The clinical implications of this type of regulatory loops often depend on the cell context. As an example, while very effective to treat BRAF mutant melanomas, BRAF inhibitors showed poor responses in colon cancers harboring the same oncogenic mutation. This paradox could mechanistically be explained by the existence of a negative feedback loop that causes EGFR inhibition when the MAPK pathway is strongly activated. This mechanism has limited consequences in melanoma cells, which express low levels of EGFR. In colon cancer, the expression levels of this receptor are higher, and BRAF inhibition causes a relief of the regulatory loop, resulting in pathway rebound induced by upstream EGFR activation. As a consequence, it was shown that concurrent inhibition of BRAF and EGFR strongly reduces the growth of BRAF mutant colon cancer cells, both in vitro and in vivo [22,23]. These types of strategies based on vertical inhibition, where multiple components of the same pathway are targeted simultaneously, are used in the clinic for certain tumors, including melanoma [24], to delay the emergence of drug resistance.

While providing a means to escape targeted therapy, adaptive pathway reactivation also exposes cancer cells to a new form of vulnerability that could be conceivably exploited to treat patients.
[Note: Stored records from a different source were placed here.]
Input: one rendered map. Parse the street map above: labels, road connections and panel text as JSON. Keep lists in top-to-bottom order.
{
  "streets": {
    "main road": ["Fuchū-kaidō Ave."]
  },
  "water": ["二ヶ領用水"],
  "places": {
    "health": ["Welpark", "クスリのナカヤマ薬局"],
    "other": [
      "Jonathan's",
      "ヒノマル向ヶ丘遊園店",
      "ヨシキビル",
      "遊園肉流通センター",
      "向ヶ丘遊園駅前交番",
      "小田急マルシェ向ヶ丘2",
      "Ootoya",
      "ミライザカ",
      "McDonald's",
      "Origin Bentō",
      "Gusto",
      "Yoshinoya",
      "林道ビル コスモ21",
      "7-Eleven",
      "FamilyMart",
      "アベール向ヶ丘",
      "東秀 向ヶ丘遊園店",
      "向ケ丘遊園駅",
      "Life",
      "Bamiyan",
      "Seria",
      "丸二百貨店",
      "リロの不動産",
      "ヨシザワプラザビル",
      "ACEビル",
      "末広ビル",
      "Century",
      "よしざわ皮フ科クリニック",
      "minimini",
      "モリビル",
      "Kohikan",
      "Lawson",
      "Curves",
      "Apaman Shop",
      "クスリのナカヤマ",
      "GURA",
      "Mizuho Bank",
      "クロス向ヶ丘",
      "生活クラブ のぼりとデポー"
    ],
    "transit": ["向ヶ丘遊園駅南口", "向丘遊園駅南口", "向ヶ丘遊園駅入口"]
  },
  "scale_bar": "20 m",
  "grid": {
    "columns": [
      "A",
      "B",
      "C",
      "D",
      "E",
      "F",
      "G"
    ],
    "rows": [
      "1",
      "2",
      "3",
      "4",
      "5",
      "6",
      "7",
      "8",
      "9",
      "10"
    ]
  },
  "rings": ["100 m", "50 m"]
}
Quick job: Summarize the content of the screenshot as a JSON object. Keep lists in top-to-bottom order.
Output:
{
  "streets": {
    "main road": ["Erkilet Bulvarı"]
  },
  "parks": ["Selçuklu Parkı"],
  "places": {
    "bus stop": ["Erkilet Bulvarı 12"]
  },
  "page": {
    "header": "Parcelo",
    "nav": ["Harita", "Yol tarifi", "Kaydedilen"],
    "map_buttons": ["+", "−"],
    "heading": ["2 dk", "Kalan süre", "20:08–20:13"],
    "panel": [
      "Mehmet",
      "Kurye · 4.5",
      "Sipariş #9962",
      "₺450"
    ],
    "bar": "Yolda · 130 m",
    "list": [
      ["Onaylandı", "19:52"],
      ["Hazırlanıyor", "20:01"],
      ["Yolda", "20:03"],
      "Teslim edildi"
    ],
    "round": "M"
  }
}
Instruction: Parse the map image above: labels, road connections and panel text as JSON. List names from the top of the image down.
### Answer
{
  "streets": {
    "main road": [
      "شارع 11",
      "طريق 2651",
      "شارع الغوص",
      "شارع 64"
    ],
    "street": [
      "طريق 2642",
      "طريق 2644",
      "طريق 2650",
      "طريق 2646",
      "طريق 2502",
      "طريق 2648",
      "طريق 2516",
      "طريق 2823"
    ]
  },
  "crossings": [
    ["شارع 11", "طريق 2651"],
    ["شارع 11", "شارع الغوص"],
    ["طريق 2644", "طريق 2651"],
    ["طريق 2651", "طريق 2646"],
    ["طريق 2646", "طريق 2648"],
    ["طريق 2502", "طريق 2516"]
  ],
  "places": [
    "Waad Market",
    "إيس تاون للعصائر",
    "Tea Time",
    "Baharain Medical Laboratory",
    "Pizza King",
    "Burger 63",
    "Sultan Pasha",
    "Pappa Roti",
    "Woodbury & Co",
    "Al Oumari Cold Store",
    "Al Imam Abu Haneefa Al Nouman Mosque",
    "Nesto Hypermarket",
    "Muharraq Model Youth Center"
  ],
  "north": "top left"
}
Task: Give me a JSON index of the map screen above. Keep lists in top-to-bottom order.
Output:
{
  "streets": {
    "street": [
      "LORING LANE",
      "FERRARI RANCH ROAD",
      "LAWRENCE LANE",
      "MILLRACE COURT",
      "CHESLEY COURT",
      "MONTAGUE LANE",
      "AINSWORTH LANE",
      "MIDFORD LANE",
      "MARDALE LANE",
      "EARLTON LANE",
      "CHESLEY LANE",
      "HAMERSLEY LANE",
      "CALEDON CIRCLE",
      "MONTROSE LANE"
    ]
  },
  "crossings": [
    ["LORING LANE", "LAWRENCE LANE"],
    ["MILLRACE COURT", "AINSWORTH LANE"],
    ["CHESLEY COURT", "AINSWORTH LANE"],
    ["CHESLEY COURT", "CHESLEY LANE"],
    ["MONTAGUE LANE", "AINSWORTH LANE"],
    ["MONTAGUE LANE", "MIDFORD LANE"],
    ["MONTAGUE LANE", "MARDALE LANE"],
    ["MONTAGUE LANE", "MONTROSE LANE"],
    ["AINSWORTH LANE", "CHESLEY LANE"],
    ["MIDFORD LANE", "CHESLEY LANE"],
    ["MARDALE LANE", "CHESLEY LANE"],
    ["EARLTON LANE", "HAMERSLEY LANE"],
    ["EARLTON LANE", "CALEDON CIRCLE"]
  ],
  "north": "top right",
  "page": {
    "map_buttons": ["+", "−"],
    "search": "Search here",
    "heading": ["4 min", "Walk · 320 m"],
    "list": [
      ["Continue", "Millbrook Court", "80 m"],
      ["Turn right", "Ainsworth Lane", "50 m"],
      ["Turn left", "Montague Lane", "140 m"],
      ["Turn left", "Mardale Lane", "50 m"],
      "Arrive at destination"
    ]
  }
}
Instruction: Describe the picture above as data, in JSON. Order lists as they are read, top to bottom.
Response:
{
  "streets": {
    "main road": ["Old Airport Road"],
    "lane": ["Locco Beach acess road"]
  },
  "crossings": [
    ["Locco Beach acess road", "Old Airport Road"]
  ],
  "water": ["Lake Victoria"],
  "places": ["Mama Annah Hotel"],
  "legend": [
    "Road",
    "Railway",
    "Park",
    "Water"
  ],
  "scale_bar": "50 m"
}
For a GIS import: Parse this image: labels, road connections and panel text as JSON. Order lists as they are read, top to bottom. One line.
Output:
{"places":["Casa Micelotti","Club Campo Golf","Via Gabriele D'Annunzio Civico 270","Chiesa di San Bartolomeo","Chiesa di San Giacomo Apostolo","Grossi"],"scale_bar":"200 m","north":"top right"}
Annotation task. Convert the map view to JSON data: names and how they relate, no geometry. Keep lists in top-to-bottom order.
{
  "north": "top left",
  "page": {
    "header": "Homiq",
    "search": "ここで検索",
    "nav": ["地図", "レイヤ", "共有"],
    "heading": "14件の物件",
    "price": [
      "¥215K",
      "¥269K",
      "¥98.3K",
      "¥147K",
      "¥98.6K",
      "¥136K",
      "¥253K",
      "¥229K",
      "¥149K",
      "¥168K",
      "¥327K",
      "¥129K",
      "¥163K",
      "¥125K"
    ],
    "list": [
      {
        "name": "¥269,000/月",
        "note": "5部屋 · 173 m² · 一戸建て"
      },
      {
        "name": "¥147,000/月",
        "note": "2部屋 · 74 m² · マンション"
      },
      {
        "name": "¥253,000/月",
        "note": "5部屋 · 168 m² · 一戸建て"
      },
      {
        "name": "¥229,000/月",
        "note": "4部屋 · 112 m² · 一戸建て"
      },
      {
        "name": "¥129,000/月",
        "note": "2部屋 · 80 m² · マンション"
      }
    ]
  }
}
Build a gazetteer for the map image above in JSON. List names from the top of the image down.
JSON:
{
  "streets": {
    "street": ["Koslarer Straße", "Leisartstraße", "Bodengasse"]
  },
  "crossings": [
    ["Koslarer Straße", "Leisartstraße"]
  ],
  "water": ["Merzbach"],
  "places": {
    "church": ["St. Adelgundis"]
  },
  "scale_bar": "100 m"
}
Indeed, upon drug withdrawal, sudden release of oncogene inhibition can provoke, in some cases, an overactivation of the pathway that is toxic for the cells, potentially resulting in the regression of resistant tumors [25,26,27]. As an example of this type of cancer cell drug addiction, it has been shown in melanoma cells that, upon cessation of treatment with BRAF and MEK inhibitors, ERK2-mediated induction of the activator protein 1 (AP1) transcription factors JUNB and FRA1 can trigger a switch in gene expression, including downregulation of B-cell lymphoma 2 (BCL2), which provokes apoptosis [28].

To explore the therapeutic potential of this type of vulnerability in a preclinical setting, Das Thakur et al. reported that intermittent dosing of vemurafenib based on a 4-week on and a 2-week off schedule enhances drug sensitivity and prolongs survival in a mouse model [26]. This type of approach based on “drug holiday” cycles is expected to delay the emergence of resistant clones, in line with other studies showing that continuous dosing favors the clonal expansion of resistant cells [29]. This strategy is an example of adaptive therapy, which postulates that treatment should be constantly modulated to reach a stable population of sensitive cells capable of growing over the less fit populations of resistant cells [30]. While this concept is supported by preclinical studies [26,28,31] and mathematical modeling [32], its applications in the clinic may prove to be more difficult: in a recent randomized phase two clinical trial in melanoma patients treated with a combination of BRAF and MEK inhibitors, intermittent dosing did not improve progression-free and overall survival [33].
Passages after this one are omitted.